One in five of all people wanting to take up a dairy apprenticeship is coming from Auckland.
Stevens worked all her life on New Zealand dairy farms as a herd manager and contract milker, but says she got new insight while studying in 2011 for Primary ITO’s Certificate in Production Management and in 2016 for its Diploma in Agribusiness Management.
“It was like all the lights had come on. Getting all these results from the cows, getting it down on paper and seeing it all make sense was so enlightening.
“I learned many useful things in the diploma course -- taxation, cashflows and budgets, and working out operating profit. I enjoyed the financial side of things.
“And then there was HR. I’d had an HR toolkit since 2011 and it sat on my bookshelf.
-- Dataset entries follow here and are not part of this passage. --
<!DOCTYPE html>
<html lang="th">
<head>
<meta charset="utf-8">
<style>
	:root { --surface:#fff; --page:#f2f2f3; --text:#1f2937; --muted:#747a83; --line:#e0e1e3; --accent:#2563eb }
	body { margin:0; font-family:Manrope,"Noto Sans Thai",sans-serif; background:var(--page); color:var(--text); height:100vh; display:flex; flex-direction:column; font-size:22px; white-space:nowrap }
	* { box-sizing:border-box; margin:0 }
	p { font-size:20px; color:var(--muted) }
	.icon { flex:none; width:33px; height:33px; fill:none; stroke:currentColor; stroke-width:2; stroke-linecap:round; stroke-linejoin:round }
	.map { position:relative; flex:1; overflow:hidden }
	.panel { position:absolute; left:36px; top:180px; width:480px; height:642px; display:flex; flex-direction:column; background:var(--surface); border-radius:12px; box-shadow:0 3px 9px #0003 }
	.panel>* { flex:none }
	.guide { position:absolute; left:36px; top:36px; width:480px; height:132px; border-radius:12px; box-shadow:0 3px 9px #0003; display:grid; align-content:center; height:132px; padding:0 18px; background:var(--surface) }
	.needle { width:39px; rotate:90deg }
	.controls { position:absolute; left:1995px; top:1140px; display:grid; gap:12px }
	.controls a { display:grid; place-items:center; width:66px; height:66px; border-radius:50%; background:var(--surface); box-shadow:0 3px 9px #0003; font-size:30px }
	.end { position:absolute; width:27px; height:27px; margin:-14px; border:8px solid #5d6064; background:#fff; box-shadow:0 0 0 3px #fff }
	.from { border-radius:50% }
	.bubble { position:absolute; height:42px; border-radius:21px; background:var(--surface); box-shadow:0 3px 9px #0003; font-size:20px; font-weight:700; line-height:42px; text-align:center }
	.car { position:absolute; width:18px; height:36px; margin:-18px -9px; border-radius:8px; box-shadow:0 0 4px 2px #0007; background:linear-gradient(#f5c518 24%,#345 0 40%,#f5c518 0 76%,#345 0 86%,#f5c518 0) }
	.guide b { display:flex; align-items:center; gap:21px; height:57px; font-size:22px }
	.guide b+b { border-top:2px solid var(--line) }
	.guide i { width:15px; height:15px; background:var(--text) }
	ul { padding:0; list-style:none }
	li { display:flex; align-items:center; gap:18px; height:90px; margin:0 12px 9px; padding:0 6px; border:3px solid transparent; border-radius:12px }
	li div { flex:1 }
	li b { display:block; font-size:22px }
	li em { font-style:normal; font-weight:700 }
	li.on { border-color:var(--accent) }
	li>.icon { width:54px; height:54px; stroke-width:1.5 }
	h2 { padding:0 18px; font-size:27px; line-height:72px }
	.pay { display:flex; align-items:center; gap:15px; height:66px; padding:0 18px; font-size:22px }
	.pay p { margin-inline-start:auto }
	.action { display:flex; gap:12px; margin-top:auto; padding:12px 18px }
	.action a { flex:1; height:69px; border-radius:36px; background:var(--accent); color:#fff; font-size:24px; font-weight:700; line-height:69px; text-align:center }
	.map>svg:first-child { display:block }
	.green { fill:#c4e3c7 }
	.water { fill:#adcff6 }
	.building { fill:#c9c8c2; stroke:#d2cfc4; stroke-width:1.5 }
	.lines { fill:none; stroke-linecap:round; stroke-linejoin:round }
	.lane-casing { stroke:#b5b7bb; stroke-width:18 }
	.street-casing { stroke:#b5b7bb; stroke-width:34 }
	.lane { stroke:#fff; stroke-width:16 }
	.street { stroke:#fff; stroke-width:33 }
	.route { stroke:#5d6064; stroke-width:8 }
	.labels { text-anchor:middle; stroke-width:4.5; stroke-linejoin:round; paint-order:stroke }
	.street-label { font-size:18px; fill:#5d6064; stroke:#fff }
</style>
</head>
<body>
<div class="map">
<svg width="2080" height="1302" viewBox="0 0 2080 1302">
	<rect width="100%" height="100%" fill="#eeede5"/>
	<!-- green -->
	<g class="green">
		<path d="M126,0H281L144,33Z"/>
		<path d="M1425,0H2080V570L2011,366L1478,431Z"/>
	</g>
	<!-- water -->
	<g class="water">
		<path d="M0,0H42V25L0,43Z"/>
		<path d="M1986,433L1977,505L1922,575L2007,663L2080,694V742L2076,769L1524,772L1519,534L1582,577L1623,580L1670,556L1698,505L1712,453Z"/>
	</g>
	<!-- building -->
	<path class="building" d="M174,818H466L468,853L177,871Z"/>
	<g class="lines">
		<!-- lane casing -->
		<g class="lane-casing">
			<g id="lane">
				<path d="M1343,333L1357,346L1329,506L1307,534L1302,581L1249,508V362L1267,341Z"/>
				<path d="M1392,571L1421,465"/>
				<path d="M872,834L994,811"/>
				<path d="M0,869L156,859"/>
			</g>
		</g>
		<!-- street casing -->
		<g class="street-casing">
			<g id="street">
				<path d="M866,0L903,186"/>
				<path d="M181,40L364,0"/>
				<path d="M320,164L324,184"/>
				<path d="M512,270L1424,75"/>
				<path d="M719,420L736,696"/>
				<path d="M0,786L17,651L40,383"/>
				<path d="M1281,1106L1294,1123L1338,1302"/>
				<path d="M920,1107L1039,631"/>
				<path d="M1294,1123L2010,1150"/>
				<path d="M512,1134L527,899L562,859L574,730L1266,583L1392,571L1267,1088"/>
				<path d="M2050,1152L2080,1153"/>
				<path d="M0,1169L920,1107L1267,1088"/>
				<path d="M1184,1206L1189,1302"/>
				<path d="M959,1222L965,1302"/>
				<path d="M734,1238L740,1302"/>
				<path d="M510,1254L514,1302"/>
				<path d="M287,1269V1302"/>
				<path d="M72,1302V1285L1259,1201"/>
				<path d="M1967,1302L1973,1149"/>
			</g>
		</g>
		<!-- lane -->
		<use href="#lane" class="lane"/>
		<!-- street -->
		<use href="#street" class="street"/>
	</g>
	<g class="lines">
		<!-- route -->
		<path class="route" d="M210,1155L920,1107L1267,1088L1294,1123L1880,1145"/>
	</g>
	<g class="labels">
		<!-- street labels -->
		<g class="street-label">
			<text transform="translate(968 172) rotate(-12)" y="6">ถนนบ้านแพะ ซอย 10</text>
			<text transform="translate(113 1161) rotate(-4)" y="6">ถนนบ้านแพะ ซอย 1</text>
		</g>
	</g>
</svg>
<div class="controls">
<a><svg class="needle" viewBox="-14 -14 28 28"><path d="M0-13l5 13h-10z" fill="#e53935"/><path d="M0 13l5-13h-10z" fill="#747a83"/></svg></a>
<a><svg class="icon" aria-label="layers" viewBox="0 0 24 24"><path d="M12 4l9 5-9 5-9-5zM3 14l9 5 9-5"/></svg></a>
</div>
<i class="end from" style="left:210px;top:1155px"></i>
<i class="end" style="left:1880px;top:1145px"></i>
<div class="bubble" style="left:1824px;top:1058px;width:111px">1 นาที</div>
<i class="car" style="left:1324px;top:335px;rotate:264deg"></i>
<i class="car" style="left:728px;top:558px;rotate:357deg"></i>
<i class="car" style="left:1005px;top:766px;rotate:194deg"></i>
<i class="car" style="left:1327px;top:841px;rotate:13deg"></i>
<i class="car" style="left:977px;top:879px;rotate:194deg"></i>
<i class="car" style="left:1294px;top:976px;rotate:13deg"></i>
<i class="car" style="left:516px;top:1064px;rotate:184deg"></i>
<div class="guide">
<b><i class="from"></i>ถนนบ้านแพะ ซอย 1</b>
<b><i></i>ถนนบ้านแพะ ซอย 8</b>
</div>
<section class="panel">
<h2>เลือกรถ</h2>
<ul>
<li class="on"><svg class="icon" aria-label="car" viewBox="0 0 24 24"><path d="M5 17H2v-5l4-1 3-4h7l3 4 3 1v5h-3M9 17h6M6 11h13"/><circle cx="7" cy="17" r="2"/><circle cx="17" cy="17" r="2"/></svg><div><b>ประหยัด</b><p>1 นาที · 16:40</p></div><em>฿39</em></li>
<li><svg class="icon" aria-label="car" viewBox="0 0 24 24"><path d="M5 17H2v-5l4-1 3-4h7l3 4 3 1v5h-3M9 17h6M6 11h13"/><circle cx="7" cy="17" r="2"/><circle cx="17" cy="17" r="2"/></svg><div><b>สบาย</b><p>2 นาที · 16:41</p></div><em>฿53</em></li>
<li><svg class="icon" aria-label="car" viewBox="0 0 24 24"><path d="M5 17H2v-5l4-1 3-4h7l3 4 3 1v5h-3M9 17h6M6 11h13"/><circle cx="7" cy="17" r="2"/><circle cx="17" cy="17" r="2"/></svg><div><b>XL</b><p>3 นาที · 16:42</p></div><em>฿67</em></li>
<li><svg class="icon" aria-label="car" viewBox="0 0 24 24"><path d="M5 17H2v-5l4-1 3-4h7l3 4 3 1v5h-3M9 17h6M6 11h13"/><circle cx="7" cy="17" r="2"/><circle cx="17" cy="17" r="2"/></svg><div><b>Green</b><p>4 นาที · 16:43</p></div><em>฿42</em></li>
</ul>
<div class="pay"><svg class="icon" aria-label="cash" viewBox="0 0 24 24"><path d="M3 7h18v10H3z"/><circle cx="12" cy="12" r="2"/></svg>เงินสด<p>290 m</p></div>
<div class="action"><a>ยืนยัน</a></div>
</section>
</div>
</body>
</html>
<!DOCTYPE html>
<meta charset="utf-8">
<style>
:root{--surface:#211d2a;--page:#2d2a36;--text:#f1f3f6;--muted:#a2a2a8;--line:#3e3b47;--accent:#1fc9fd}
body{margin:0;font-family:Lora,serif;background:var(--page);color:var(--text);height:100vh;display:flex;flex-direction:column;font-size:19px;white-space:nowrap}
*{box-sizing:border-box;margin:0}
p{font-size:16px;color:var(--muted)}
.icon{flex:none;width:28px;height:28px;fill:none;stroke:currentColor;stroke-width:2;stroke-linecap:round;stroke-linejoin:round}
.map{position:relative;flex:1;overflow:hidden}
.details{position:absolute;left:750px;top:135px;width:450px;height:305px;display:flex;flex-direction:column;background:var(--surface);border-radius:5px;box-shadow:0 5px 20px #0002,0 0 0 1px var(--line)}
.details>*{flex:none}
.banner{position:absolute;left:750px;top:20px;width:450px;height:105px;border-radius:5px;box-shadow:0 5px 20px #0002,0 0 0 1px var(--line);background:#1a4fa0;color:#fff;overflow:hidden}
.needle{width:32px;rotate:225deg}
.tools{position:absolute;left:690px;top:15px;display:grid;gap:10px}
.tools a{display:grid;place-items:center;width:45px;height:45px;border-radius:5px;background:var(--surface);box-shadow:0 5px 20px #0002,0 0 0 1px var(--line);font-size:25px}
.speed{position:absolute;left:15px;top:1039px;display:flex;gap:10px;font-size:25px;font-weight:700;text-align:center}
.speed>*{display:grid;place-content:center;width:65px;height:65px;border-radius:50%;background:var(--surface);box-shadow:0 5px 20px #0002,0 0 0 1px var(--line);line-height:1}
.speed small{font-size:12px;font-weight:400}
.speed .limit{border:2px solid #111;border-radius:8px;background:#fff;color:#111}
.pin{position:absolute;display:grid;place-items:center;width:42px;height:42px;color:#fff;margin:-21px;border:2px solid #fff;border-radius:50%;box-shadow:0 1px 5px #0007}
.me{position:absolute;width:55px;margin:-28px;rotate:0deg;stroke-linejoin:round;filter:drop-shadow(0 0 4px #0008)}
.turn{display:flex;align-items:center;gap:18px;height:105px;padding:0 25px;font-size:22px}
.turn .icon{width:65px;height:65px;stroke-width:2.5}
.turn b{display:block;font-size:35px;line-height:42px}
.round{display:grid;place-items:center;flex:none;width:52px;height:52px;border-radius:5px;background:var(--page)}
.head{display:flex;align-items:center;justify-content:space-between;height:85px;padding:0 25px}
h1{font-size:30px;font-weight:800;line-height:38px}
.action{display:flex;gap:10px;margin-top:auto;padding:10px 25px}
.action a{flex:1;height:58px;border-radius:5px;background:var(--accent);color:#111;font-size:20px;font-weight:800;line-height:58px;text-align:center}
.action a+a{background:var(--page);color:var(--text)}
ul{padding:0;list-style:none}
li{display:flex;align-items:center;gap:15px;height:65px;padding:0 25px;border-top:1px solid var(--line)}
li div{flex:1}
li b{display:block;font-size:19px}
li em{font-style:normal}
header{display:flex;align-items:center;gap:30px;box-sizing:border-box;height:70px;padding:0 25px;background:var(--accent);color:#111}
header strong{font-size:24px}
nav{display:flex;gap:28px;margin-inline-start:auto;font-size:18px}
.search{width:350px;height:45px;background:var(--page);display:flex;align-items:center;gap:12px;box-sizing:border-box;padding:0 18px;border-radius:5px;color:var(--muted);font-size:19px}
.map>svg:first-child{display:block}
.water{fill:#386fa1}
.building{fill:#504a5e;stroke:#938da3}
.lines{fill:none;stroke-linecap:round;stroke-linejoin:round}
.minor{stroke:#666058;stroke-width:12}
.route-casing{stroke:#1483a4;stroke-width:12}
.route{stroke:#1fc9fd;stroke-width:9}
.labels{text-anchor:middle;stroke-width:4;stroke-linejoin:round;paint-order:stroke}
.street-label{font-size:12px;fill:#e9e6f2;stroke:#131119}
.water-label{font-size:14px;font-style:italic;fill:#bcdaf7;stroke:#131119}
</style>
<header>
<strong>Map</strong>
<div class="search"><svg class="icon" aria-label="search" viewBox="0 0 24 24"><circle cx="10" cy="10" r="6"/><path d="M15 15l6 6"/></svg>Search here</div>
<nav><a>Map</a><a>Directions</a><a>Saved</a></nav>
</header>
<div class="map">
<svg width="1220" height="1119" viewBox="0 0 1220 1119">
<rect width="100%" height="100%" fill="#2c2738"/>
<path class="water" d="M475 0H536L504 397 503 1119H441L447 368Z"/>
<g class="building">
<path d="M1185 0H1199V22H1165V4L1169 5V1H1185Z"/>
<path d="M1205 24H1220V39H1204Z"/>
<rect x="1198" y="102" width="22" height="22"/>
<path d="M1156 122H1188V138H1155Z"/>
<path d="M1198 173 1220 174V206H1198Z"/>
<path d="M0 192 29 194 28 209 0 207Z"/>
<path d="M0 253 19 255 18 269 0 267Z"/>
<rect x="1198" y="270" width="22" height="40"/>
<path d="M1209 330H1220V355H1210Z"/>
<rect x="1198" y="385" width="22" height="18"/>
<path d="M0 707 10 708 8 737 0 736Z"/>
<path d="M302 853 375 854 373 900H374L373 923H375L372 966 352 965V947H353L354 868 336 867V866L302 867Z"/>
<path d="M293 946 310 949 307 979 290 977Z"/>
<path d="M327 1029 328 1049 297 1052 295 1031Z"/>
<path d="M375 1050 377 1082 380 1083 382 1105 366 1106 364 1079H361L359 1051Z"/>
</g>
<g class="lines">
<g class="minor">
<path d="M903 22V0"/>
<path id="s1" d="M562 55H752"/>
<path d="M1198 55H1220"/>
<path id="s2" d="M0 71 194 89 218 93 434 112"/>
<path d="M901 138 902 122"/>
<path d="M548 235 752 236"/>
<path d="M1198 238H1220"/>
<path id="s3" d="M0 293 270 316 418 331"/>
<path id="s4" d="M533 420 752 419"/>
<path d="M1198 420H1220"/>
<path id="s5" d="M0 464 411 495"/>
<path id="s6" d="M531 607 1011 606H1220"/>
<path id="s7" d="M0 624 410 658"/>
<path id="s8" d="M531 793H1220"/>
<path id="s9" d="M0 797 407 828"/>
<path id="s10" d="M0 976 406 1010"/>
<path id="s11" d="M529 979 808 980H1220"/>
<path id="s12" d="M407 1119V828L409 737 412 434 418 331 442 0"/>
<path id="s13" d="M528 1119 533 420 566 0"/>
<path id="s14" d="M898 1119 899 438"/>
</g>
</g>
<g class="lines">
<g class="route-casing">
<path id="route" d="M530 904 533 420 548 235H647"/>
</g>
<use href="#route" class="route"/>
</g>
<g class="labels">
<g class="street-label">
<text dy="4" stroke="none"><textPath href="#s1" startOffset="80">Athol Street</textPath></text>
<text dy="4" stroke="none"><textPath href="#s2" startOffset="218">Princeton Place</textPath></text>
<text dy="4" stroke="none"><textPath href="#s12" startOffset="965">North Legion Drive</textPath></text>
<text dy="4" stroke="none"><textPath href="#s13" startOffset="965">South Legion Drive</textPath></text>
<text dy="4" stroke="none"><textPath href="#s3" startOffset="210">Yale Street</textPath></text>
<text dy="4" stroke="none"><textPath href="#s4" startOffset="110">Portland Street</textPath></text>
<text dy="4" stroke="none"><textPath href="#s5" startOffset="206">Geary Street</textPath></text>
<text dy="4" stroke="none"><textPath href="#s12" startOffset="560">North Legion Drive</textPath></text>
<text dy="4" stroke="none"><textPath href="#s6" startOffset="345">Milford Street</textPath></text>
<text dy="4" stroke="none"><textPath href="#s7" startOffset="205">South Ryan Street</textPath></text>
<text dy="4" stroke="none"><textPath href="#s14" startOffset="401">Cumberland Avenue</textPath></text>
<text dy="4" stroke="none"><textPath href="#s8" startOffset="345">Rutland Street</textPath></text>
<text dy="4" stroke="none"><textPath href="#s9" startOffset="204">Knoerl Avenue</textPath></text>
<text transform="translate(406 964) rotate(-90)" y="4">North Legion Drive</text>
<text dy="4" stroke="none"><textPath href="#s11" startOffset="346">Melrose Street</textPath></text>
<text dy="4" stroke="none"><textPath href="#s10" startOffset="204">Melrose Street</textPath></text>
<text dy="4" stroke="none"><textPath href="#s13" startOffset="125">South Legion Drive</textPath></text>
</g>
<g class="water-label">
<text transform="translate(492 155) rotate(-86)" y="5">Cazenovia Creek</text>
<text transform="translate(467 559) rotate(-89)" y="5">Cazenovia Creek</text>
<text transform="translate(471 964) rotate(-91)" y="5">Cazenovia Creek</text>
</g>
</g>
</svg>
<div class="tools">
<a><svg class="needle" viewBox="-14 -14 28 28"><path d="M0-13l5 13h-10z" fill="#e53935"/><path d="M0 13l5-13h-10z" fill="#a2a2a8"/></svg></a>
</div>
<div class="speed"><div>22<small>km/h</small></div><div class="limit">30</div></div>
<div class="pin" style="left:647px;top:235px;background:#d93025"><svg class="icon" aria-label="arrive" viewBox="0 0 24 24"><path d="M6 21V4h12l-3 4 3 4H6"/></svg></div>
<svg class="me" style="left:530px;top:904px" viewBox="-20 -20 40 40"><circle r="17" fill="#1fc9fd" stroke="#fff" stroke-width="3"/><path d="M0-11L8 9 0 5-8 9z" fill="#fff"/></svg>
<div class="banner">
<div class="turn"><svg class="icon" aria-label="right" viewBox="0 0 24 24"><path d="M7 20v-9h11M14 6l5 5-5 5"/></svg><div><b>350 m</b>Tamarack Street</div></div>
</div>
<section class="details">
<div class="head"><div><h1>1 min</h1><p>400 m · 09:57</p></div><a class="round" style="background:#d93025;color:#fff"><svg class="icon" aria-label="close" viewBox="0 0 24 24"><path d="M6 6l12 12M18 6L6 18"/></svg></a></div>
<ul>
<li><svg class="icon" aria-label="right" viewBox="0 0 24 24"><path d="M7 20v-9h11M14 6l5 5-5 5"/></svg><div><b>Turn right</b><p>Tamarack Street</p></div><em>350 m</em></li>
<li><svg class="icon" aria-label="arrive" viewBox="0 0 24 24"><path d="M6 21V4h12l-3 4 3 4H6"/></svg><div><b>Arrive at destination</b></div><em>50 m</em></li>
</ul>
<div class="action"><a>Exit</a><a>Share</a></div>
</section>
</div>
“Now I know it inside and out thanks to my diploma. Whenever we need to employ people now, I have a plan I actually use.”
Stevens did not enjoy school and struggled with dyslexia. She was forced to take over milking her parents’ herd on the West Coast at age 15 when her father was injured in a motorbike crash.
At age 18 she went to Telford Rural Polytech and completed a Certificate in Agriculture but her employers, fearing that more studies would interfere with her work, held her back.
Many years later she resumed her studies, discovering that her passion for dairy farming and keenness to learn sped her through her diploma course in just 18 months.
“I did two modules at a time. When I hear other people say the diploma is a lot of work I laugh because I was doing it twice as fast but still contract milking 350 cows with the support of my partner and raising my son.”
Stevens says the diploma course covered topics like resource management and included working out how to convert a sheep and beef farm to dairy. Risk assessment taught her how to deal with payout volatility, climate change, biosecurity, etc.
Understanding financial and accounting paperwork, tax requirements and different ownership structures has added to her expertise.
“Many people go into contract milking or share milking with no idea about issues like taxation, accounting, dealing with banks or how to handle staff.
“So we lose a lot of people from the industry because they burn out. They don’t have knowledge to support them in their journey and ensure they’re successful.
“In self-employment you need to do budgets and know if you’re actually going to make any money.
“You need to know what you’re doing so as to avoid silly mistakes like not putting enough aside to cover your tax bill. I understand those issues now.”
Stevens says being able to talk to farmers in a business sense is another advantage in job interviews.
“I know all about how to increase profit and production, and how to decrease their expenses. Without having studied for the diploma I wouldn’t be able to have those conversations.”
Primary ITO’s courses are designed for adult-directed learning and offer a mix of hand-written notes, whiteboard sessions, class interaction and internet research.